Computers and hard drives are subject to moving parts, electrical surges, power dropouts and the variety of processes that can lead to corrupted files and drives. Most external drives pack in a limited warranty of between three to five years, and even when continuously migrating your old files and photos between new computers and backup drives, the files are subject to possible degradation during the transfer process.
Human error, of course, causes far more problems with data than anything else, and keeping up with backups can be a time-consuming, accident-prone process when doing so manually.
Luckily, keeping your head in the clouds can sometimes be a good thing.
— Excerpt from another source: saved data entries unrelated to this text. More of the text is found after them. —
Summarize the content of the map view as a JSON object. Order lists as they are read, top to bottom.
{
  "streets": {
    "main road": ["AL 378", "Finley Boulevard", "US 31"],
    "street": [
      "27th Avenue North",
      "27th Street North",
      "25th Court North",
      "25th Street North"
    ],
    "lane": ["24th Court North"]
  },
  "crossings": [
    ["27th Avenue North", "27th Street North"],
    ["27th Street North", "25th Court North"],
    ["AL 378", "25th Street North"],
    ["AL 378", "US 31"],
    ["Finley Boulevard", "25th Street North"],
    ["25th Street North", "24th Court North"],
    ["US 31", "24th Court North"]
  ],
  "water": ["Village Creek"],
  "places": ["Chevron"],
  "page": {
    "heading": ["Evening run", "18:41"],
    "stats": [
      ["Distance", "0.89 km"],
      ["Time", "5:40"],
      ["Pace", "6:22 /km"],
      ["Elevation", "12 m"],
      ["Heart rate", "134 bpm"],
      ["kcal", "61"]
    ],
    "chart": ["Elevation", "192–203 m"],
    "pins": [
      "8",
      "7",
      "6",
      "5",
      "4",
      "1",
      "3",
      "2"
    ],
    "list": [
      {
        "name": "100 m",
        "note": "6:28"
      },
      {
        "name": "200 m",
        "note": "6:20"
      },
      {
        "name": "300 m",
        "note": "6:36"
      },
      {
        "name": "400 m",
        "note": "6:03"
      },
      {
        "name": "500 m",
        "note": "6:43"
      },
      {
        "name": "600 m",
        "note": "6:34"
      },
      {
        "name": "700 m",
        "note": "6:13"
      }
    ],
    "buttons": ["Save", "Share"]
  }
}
As file transfer times and costs decrease, online services in "the cloud" are becoming more popular with photographers, not just as an archival solution, but also for transferring files instantaneously, delivering images and projects to clients over long distances, and synchronizing edited images and portfolios between computers, smartphones and tablets.
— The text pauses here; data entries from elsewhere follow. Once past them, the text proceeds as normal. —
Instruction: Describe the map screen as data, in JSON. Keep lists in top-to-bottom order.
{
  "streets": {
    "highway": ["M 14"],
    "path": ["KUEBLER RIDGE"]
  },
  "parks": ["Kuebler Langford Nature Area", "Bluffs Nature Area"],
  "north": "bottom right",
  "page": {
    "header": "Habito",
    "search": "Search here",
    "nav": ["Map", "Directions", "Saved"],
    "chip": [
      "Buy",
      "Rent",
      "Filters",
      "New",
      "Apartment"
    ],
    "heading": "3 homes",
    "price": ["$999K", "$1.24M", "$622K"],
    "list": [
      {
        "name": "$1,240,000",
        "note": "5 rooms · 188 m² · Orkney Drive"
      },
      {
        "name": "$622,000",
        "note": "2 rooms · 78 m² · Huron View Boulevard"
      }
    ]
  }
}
It’s true that uploading files online presents the problem of security; however, your computer certainly isn’t safe from hacking. Personal computers are also open to computer viruses and malware while cloud services employ tech workers who continually monitor and adapt their extensive networks for any problems they may come across. Use a strong password, changing it periodically, and you’ll be reasonably protected.
Even if choosing to continue your current archival workflows, it’s a very good idea to look at cloud storage as a backup to your backup. Unlike your computer and even your home or your studio, perhaps the biggest advantage to cloud storage is that it’s almost 100% safe from fires, weather, floods, physical theft and any number of cataclysmic possibilities.
There are several basic cloud services like Box, CX, Dropbox and SugarSync, which are popular for their simple-to-use, drag-and-drop online interfaces with associated applications for installing to mobile devices and tablets. The Box and Dropbox services both start free of charge with 5 GB and 2 GB of storage space, respectively.
Dropbox is a leading service because it also offers several bonus gigs of storage that are awarded by completing tasks over the course of holding an account, like installing a one-click desktop application on your computer, for instance, adding the synchronized Dropbox app to your tablet or smartphone, or inviting friends and colleagues to join.
To buy more storage, the box service offers subscription rates, which start at $9.99 a month for 25 GB and $24.99 a month for 50 GB. Box business options start at $15 per user per month with 1000 GB of online storage and extra features like password-protected sharing, desktop sync and version histories.